The very first version of the traditional food pyramid was created in Sweden in 1974. It wasn’t a health guide – it was a frugality guide. The goal was to show people how to fill their bellies on a budget during a time of high food prices. Bread and pasta were at the bottom because they were cheap, not because they were healthy.
The American “dream”
When the US version was being developed in the 1980s, the lead nutritionist, Luise Light, actually designed a version with fruits and vegetables at the base. She recommended only 2–3 servings of grains a day.
But the USDA – whose job was and is to sell American crops- stepped in. They overrode the scientists and jacked the grain requirement up to a massive 6–11 servings a day.
Luise Light famously warned that this change would trigger an obesity and diabetes epidemic. She was ignored.
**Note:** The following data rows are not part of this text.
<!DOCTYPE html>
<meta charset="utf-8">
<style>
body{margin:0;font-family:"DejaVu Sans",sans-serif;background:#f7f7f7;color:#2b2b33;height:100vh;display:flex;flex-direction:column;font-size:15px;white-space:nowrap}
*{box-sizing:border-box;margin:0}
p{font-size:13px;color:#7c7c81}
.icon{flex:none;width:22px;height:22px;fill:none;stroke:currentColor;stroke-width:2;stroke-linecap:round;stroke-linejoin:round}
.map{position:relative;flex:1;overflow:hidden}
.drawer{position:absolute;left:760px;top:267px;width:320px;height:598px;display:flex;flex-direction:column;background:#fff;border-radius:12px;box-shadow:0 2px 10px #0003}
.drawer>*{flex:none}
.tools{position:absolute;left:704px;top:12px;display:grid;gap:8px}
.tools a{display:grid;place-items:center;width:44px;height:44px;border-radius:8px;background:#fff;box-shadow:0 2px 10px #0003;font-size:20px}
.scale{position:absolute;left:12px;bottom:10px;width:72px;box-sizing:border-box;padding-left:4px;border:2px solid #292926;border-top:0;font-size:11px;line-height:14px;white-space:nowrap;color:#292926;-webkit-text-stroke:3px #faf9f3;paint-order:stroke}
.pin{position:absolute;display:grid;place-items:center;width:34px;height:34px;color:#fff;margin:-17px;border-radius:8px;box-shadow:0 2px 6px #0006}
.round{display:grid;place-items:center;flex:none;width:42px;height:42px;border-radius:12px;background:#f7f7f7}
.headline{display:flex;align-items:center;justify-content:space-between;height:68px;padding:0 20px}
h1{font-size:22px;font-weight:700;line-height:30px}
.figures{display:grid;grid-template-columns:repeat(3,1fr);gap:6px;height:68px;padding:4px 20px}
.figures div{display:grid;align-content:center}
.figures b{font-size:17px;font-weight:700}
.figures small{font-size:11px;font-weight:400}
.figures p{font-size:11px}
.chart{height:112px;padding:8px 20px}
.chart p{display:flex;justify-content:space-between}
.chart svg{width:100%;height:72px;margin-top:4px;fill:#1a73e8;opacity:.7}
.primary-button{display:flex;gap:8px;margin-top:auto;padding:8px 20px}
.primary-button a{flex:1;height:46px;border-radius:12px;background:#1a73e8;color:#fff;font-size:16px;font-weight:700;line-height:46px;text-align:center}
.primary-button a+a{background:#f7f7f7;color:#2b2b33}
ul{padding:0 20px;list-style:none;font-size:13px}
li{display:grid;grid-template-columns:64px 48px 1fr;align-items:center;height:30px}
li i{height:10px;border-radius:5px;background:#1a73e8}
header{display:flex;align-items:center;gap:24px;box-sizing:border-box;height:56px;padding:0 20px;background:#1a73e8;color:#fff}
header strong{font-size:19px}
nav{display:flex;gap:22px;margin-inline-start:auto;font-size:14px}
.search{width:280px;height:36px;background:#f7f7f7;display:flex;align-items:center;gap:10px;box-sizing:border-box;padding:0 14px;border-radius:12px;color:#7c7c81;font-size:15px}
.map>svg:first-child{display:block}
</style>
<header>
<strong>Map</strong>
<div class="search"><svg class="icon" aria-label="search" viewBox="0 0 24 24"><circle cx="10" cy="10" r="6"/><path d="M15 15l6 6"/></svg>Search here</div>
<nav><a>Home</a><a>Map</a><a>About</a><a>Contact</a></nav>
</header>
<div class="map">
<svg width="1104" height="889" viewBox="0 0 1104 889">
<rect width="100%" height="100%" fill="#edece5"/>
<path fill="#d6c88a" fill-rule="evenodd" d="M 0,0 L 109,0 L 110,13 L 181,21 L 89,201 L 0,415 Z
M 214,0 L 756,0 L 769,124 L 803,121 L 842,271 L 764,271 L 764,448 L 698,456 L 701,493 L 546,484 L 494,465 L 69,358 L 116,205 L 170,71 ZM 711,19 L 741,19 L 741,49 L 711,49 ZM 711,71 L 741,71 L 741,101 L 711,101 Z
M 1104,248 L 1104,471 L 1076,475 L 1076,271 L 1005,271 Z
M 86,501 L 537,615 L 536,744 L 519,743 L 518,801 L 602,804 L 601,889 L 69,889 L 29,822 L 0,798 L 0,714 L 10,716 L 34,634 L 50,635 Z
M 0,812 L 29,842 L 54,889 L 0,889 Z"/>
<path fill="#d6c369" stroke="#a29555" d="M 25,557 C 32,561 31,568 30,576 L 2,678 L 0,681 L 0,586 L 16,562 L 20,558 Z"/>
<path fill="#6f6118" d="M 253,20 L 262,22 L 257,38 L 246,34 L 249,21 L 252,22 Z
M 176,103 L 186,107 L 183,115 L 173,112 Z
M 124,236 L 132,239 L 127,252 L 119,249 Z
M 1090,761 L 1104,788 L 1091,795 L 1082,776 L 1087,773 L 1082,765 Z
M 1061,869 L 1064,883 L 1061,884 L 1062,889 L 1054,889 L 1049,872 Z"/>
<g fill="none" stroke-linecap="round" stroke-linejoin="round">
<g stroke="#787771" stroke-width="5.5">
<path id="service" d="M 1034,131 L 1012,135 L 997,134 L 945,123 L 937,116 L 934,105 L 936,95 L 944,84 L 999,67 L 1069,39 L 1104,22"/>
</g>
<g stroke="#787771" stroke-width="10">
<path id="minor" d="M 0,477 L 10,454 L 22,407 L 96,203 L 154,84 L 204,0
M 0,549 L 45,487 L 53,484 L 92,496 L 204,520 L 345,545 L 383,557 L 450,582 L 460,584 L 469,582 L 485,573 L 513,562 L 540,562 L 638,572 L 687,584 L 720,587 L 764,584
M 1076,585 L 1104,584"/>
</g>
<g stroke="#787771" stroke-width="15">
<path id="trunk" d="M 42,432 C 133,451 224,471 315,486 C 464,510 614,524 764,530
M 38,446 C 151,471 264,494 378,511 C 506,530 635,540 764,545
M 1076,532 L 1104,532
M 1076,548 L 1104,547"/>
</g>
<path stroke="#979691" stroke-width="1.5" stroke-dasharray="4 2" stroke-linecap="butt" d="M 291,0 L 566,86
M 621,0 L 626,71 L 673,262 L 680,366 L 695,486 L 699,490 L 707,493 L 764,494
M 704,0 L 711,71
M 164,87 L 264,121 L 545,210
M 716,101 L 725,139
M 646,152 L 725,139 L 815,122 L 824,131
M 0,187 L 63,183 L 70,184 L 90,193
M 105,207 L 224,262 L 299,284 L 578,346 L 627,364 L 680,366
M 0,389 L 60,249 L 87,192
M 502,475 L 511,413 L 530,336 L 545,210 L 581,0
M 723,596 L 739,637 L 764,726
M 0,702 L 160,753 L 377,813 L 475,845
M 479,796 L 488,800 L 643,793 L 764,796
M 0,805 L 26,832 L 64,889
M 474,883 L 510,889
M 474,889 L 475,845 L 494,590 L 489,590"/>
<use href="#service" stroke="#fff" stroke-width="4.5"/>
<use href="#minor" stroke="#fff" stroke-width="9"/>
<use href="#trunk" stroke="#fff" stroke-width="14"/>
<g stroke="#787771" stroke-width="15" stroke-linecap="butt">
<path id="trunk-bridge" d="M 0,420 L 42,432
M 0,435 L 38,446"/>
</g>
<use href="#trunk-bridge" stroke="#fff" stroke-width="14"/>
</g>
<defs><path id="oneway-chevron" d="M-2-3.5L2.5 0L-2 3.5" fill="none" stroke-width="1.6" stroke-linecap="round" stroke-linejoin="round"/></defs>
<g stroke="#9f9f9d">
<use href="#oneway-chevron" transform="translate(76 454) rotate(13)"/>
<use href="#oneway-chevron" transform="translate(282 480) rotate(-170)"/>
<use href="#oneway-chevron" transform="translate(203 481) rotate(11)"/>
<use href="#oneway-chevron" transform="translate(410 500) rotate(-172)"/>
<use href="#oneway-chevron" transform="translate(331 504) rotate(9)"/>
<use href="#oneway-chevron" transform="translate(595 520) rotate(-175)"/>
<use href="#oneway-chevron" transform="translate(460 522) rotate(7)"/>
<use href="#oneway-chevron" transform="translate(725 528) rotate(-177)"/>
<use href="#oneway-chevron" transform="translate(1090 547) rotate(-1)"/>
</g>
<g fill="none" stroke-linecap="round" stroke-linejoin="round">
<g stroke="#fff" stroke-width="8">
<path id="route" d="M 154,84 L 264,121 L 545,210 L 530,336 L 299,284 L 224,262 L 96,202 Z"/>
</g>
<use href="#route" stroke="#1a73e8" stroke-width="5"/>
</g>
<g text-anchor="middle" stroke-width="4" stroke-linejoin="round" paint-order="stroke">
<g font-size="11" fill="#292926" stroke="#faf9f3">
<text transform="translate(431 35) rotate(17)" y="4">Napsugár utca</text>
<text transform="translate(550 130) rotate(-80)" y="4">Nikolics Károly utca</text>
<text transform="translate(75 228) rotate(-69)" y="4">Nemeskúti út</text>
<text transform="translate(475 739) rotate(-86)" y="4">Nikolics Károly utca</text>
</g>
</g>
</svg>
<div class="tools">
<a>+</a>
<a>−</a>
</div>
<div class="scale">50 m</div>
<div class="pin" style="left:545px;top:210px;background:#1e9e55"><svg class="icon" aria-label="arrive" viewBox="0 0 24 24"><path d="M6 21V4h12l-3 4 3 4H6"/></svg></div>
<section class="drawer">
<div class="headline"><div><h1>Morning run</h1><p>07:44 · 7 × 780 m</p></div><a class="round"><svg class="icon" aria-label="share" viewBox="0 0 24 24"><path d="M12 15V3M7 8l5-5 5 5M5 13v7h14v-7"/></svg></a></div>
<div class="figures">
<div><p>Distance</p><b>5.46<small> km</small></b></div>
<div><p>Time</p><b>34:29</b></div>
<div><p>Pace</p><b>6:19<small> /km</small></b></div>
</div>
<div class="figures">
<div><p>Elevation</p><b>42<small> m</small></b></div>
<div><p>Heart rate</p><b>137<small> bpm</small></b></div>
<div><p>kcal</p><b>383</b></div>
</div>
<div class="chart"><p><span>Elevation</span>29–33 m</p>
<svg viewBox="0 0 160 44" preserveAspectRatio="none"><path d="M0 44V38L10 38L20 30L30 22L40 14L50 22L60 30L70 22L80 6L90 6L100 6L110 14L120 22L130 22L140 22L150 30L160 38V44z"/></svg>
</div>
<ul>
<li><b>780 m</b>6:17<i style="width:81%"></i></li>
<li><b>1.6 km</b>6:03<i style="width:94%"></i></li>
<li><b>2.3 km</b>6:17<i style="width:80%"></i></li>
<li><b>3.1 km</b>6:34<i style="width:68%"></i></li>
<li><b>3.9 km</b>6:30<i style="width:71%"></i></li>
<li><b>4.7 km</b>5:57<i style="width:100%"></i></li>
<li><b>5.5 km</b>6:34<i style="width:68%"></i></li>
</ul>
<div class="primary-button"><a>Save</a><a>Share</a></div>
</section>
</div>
Industry profits won; our health lost.
Rebranded animal feed
You’ve heard the term “cereal” your whole life, but at the turn of the last century, these grains were primarily used as animal feed. Industrial milling created a massive surplus of grain byproducts, so the industry got creative. They used the same machines that made “kibble” for livestock to extrude “flakes” for humans. They rebranded low-cost animal filler as a “scientific” breakfast, and we’ve been eating like prize-winning cattle ever since.
The Verdict
The Food Pyramid was never a medical prescription. It was a sales brochure for the grain industry.
For a diabetic, following the Pyramid isn’t “balanced eating” – it’s participating in a 40-year-old marketing campaign that has failed us. It’s time to stop building our health on a foundation of rebranded animal feed.
Trash
It is time to take that food pyramid and throw it into the trash can of history, right alongside other “expert” advice like smoking for relaxation or using leeches to balance the humors.
The new “foundation” doesn’t have a base of grains. It doesn’t have “healthy” black rice or “diabetic” bread holding it up.
- The base should be real, whole proteins and healthy fats. Eggs, cheese, grass-fed meats, and the nutrient-dense vegetables are what keep blood sugar flat and support metabolic health.
- The peak of that pyramid, for me, is the ultimate freedom: Fasting. The realization that I don’t need to be constantly “refueled” by a starch-delivery system. That taking a break from eating – giving our organs a rest and time to recuperate – is just as important to our metabolic health as what we eat.
Once you see the blueprint for what it is – a design for dependency – you can finally stop building a metabolic house of cards and start building your own health, on a stronger foundation. Whole foods, not whole grains. Essential nutrients, not marketing bullshit.